**Work task:** The records are to be reproduced verbatim.

• • • • •

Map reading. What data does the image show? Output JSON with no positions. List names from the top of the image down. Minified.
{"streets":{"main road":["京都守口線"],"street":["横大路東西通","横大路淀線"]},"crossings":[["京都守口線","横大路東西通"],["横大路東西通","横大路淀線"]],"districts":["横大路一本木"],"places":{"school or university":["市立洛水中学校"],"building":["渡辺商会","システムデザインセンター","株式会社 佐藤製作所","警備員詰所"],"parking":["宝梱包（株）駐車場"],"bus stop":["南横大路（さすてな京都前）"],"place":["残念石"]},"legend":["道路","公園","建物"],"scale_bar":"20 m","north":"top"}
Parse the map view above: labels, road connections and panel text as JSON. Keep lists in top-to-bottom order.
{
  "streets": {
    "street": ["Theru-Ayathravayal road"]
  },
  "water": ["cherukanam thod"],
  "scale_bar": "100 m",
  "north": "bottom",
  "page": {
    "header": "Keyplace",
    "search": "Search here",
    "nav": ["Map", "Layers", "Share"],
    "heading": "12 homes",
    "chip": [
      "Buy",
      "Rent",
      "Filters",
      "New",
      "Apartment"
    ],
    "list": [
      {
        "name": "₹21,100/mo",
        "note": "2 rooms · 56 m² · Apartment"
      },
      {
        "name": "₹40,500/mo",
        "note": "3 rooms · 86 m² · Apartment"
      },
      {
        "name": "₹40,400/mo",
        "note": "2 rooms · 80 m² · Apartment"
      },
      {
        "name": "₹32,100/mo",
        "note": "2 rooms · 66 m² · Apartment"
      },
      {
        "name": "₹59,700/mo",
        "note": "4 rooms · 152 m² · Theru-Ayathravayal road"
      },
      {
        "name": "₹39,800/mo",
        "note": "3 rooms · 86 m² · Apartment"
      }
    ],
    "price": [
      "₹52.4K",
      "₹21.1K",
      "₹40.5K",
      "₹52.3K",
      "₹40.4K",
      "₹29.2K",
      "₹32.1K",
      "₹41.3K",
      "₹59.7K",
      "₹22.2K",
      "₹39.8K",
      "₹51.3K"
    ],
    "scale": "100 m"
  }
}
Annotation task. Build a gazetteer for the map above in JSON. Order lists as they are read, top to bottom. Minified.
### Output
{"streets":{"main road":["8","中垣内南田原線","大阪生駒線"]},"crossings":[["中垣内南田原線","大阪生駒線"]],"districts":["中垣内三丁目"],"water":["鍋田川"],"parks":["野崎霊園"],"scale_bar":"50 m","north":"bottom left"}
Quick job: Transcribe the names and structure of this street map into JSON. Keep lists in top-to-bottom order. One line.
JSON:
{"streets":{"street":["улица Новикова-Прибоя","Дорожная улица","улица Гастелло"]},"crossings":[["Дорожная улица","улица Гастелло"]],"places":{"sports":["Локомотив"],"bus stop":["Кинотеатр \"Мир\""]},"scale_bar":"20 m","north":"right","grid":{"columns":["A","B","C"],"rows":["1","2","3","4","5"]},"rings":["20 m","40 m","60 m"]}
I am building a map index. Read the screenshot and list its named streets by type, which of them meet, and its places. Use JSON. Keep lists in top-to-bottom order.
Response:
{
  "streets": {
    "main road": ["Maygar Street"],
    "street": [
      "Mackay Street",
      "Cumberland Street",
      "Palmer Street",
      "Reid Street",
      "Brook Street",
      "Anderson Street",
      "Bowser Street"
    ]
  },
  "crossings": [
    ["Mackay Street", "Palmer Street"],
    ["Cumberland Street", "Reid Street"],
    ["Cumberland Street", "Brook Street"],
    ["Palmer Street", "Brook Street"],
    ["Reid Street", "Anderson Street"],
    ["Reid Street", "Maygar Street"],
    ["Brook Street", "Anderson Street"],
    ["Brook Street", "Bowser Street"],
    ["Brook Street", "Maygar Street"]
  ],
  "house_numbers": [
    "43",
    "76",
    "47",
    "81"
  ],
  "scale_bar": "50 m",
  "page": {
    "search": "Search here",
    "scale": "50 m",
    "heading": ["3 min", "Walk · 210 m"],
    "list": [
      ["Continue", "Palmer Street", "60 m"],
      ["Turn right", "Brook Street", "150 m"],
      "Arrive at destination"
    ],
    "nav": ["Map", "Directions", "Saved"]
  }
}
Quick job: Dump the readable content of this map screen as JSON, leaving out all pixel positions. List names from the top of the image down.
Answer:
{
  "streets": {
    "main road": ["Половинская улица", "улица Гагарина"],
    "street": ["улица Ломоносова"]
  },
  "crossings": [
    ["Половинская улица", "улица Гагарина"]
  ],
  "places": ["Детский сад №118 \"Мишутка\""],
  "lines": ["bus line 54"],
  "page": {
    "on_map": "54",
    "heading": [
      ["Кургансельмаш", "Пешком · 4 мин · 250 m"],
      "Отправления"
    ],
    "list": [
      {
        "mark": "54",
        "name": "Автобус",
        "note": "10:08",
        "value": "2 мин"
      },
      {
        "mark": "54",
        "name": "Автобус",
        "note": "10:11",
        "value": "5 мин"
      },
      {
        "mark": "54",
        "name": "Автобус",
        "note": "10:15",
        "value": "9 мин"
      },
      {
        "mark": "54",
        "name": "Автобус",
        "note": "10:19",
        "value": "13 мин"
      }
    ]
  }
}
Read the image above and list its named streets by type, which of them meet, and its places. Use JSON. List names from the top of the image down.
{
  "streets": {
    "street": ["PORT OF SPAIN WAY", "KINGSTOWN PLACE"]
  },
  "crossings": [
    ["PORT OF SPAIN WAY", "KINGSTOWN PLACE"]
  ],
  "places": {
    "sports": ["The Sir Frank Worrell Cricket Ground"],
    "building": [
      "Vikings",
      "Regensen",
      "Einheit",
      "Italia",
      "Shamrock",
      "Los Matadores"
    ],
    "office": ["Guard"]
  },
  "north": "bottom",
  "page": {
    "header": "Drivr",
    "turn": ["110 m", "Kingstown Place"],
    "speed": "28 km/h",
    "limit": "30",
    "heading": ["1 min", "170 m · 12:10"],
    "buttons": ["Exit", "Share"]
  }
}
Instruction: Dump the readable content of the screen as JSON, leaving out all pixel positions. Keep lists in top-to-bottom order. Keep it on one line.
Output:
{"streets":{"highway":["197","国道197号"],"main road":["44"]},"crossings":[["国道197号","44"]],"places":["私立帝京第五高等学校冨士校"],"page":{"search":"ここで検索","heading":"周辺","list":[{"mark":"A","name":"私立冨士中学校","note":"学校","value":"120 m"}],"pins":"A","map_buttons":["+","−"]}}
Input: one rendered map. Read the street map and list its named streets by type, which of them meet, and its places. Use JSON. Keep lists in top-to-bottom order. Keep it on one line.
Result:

• • • • •

**Answer below:**
Map reading. What data does the image show? Output JSON with no positions. List names from the top of the image down. Minified.
{"streets":{"main road":["京都守口線"],"street":["横大路東西通","横大路淀線"]},"crossings":[["京都守口線","横大路東西通"],["横大路東西通","横大路淀線"]],"districts":["横大路一本木"],"places":{"school or university":["市立洛水中学校"],"building":["渡辺商会","システムデザインセンター","株式会社 佐藤製作所","警備員詰所"],"parking":["宝梱包（株）駐車場"],"bus stop":["南横大路（さすてな京都前）"],"place":["残念石"]},"legend":["道路","公園","建物"],"scale_bar":"20 m","north":"top"}
Parse the map view above: labels, road connections and panel text as JSON. Keep lists in top-to-bottom order.
{
  "streets": {
    "street": ["Theru-Ayathravayal road"]
  },
  "water": ["cherukanam thod"],
  "scale_bar": "100 m",
  "north": "bottom",
  "page": {
    "header": "Keyplace",
    "search": "Search here",
    "nav": ["Map", "Layers", "Share"],
    "heading": "12 homes",
    "chip": [
      "Buy",
      "Rent",
      "Filters",
      "New",
      "Apartment"
    ],
    "list": [
      {
        "name": "₹21,100/mo",
        "note": "2 rooms · 56 m² · Apartment"
      },
      {
        "name": "₹40,500/mo",
        "note": "3 rooms · 86 m² · Apartment"
      },
      {
        "name": "₹40,400/mo",
        "note": "2 rooms · 80 m² · Apartment"
      },
      {
        "name": "₹32,100/mo",
        "note": "2 rooms · 66 m² · Apartment"
      },
      {
        "name": "₹59,700/mo",
        "note": "4 rooms · 152 m² · Theru-Ayathravayal road"
      },
      {
        "name": "₹39,800/mo",
        "note": "3 rooms · 86 m² · Apartment"
      }
    ],
    "price": [
      "₹52.4K",
      "₹21.1K",
      "₹40.5K",
      "₹52.3K",
      "₹40.4K",
      "₹29.2K",
      "₹32.1K",
      "₹41.3K",
      "₹59.7K",
      "₹22.2K",
      "₹39.8K",
      "₹51.3K"
    ],
    "scale": "100 m"
  }
}
Annotation task. Build a gazetteer for the map above in JSON. Order lists as they are read, top to bottom. Minified.
### Output
{"streets":{"main road":["8","中垣内南田原線","大阪生駒線"]},"crossings":[["中垣内南田原線","大阪生駒線"]],"districts":["中垣内三丁目"],"water":["鍋田川"],"parks":["野崎霊園"],"scale_bar":"50 m","north":"bottom left"}
Quick job: Transcribe the names and structure of this street map into JSON. Keep lists in top-to-bottom order. One line.
JSON:
{"streets":{"street":["улица Новикова-Прибоя","Дорожная улица","улица Гастелло"]},"crossings":[["Дорожная улица","улица Гастелло"]],"places":{"sports":["Локомотив"],"bus stop":["Кинотеатр \"Мир\""]},"scale_bar":"20 m","north":"right","grid":{"columns":["A","B","C"],"rows":["1","2","3","4","5"]},"rings":["20 m","40 m","60 m"]}
I am building a map index. Read the screenshot and list its named streets by type, which of them meet, and its places. Use JSON. Keep lists in top-to-bottom order.
Response:
{
  "streets": {
    "main road": ["Maygar Street"],
    "street": [
      "Mackay Street",
      "Cumberland Street",
      "Palmer Street",
      "Reid Street",
      "Brook Street",
      "Anderson Street",
      "Bowser Street"
    ]
  },
  "crossings": [
    ["Mackay Street", "Palmer Street"],
    ["Cumberland Street", "Reid Street"],
    ["Cumberland Street", "Brook Street"],
    ["Palmer Street", "Brook Street"],
    ["Reid Street", "Anderson Street"],
    ["Reid Street", "Maygar Street"],
    ["Brook Street", "Anderson Street"],
    ["Brook Street", "Bowser Street"],
    ["Brook Street", "Maygar Street"]
  ],
  "house_numbers": [
    "43",
    "76",
    "47",
    "81"
  ],
  "scale_bar": "50 m",
  "page": {
    "search": "Search here",
    "scale": "50 m",
    "heading": ["3 min", "Walk · 210 m"],
    "list": [
      ["Continue", "Palmer Street", "60 m"],
      ["Turn right", "Brook Street", "150 m"],
      "Arrive at destination"
    ],
    "nav": ["Map", "Directions", "Saved"]
  }
}
Quick job: Dump the readable content of this map screen as JSON, leaving out all pixel positions. List names from the top of the image down.
Answer:
{
  "streets": {
    "main road": ["Половинская улица", "улица Гагарина"],
    "street": ["улица Ломоносова"]
  },
  "crossings": [
    ["Половинская улица", "улица Гагарина"]
  ],
  "places": ["Детский сад №118 \"Мишутка\""],
  "lines": ["bus line 54"],
  "page": {
    "on_map": "54",
    "heading": [
      ["Кургансельмаш", "Пешком · 4 мин · 250 m"],
      "Отправления"
    ],
    "list": [
      {
        "mark": "54",
        "name": "Автобус",
        "note": "10:08",
        "value": "2 мин"
      },
      {
        "mark": "54",
        "name": "Автобус",
        "note": "10:11",
        "value": "5 мин"
      },
      {
        "mark": "54",
        "name": "Автобус",
        "note": "10:15",
        "value": "9 мин"
      },
      {
        "mark": "54",
        "name": "Автобус",
        "note": "10:19",
        "value": "13 мин"
      }
    ]
  }
}
Read the image above and list its named streets by type, which of them meet, and its places. Use JSON. List names from the top of the image down.
{
  "streets": {
    "street": ["PORT OF SPAIN WAY", "KINGSTOWN PLACE"]
  },
  "crossings": [
    ["PORT OF SPAIN WAY", "KINGSTOWN PLACE"]
  ],
  "places": {
    "sports": ["The Sir Frank Worrell Cricket Ground"],
    "building": [
      "Vikings",
      "Regensen",
      "Einheit",
      "Italia",
      "Shamrock",
      "Los Matadores"
    ],
    "office": ["Guard"]
  },
  "north": "bottom",
  "page": {
    "header": "Drivr",
    "turn": ["110 m", "Kingstown Place"],
    "speed": "28 km/h",
    "limit": "30",
    "heading": ["1 min", "170 m · 12:10"],
    "buttons": ["Exit", "Share"]
  }
}
Instruction: Dump the readable content of the screen as JSON, leaving out all pixel positions. Keep lists in top-to-bottom order. Keep it on one line.
Output:
{"streets":{"highway":["197","国道197号"],"main road":["44"]},"crossings":[["国道197号","44"]],"places":["私立帝京第五高等学校冨士校"],"page":{"search":"ここで検索","heading":"周辺","list":[{"mark":"A","name":"私立冨士中学校","note":"学校","value":"120 m"}],"pins":"A","map_buttons":["+","−"]}}
Input: one rendered map. Read the street map and list its named streets by type, which of them meet, and its places. Use JSON. Keep lists in top-to-bottom order. Keep it on one line.
Result:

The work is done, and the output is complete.